Pendant cinq jours cette semaine à l'invitation de l'Anticipateur de Genève pour la diplomatie scientifique (GESDA), des profils très différents se retrouvent autour de la table. Scientifiques mais aussi politologues et responsables politiques confrontent leur approche parfois très différente.
Selon le directeur exécutif du Centre sur les sciences et l'ingénierie quantique de l'Ecole polytechnique fédérale de Lausanne (EPFL) Philippe Caroff, les scientifiques commencent à faire un pas vers la communauté diplomatique. "Il faut penser aux conséquences que les recherches peuvent avoir" pour la société, affirme-t-il à Keystone-ATS. "Le changement climatique nous a fait prendre conscience qu'il faut un développement raisonnable".
Parmi les nouvelles technologies à attendre, l'ordinateur quantique provoque entre stimulation et inquiétude. Avec son énorme puissance de calcul, "il pourrait constituer une menace pour la sécurisation des données au niveau mondial", estime aussi M. Caroff.
Avant d'ajouter qu'une entreprise genevoise travaille déjà depuis 20 ans à une solution.

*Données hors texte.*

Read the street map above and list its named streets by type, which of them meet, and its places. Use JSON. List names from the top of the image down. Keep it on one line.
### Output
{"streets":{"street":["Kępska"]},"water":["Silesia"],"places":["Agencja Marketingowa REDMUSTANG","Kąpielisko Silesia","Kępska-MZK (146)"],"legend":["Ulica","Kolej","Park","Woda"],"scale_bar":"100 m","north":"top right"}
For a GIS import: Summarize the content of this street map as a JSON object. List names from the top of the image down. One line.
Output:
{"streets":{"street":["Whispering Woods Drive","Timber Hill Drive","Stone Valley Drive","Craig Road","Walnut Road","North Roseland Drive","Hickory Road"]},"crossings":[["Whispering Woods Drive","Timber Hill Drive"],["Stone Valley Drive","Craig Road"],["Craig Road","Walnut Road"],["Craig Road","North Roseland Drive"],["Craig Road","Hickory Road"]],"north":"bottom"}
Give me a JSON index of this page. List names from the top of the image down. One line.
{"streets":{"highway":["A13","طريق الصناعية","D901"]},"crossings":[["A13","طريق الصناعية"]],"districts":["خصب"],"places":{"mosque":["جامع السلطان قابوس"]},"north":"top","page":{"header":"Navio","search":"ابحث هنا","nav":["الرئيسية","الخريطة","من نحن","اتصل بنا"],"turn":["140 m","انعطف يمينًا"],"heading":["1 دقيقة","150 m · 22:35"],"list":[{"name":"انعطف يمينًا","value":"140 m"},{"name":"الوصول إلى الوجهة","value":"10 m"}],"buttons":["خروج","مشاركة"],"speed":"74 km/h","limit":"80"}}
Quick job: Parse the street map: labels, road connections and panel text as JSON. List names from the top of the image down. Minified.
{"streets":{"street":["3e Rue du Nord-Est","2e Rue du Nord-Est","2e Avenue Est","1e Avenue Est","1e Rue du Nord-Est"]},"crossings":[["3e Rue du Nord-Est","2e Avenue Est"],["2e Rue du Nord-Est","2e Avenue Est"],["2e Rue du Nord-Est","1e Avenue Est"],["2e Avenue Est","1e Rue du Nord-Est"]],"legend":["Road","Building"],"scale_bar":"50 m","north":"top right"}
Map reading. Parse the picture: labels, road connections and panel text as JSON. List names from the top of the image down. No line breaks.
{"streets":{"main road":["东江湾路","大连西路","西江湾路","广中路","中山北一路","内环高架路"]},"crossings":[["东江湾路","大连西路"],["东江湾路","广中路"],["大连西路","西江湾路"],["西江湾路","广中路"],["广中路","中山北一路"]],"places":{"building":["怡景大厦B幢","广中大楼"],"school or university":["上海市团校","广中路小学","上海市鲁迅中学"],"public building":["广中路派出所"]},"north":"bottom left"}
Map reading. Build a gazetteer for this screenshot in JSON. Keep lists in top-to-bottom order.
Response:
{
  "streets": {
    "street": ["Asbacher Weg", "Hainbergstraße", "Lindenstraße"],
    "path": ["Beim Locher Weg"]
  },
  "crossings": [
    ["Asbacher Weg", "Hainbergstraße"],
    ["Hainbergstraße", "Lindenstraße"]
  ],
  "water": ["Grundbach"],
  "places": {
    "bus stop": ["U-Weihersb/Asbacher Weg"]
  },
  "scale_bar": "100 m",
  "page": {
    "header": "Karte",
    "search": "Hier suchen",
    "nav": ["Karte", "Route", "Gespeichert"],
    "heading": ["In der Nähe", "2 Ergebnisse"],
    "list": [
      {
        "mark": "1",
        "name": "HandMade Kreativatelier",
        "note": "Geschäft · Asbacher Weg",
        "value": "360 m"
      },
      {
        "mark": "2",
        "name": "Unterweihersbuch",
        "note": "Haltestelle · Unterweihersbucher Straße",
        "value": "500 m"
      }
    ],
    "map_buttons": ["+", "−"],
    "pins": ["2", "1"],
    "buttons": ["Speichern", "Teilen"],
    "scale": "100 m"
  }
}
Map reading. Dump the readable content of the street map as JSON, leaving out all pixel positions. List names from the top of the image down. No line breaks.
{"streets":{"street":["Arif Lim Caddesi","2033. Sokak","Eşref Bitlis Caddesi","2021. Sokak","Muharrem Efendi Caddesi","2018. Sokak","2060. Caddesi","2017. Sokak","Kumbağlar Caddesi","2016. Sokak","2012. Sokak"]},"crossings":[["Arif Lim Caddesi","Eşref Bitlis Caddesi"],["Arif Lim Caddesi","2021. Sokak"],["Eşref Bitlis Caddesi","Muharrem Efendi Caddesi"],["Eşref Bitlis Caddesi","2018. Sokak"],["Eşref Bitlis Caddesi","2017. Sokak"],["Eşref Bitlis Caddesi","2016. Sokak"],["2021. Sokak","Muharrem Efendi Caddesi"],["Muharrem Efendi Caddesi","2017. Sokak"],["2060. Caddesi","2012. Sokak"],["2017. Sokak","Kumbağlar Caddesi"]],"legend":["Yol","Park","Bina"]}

Mais il faudra attendre de voir un ordinateur quantique utile au quotidien pour les citoyens avant de savoir si celle-ci fonctionne. "Pas entièrement impossible d'ici 20 ans", estime le responsable de l'EPFL.
Etats-Unis et Chine en manoeuvre
D'autres, comme la spécialiste de la géopolitique des technologies Alice Pannier, estiment même qu'un délai de dix ans n'est pas à exclure. Pour le moment, seules des entités américaines et chinoises ont montré, par des expérimentations, la "suprématie quantique". "Il y a un jeu de course de vitesse", fait remarquer la chercheuse à l'Institut français de relations internationales (IFRI).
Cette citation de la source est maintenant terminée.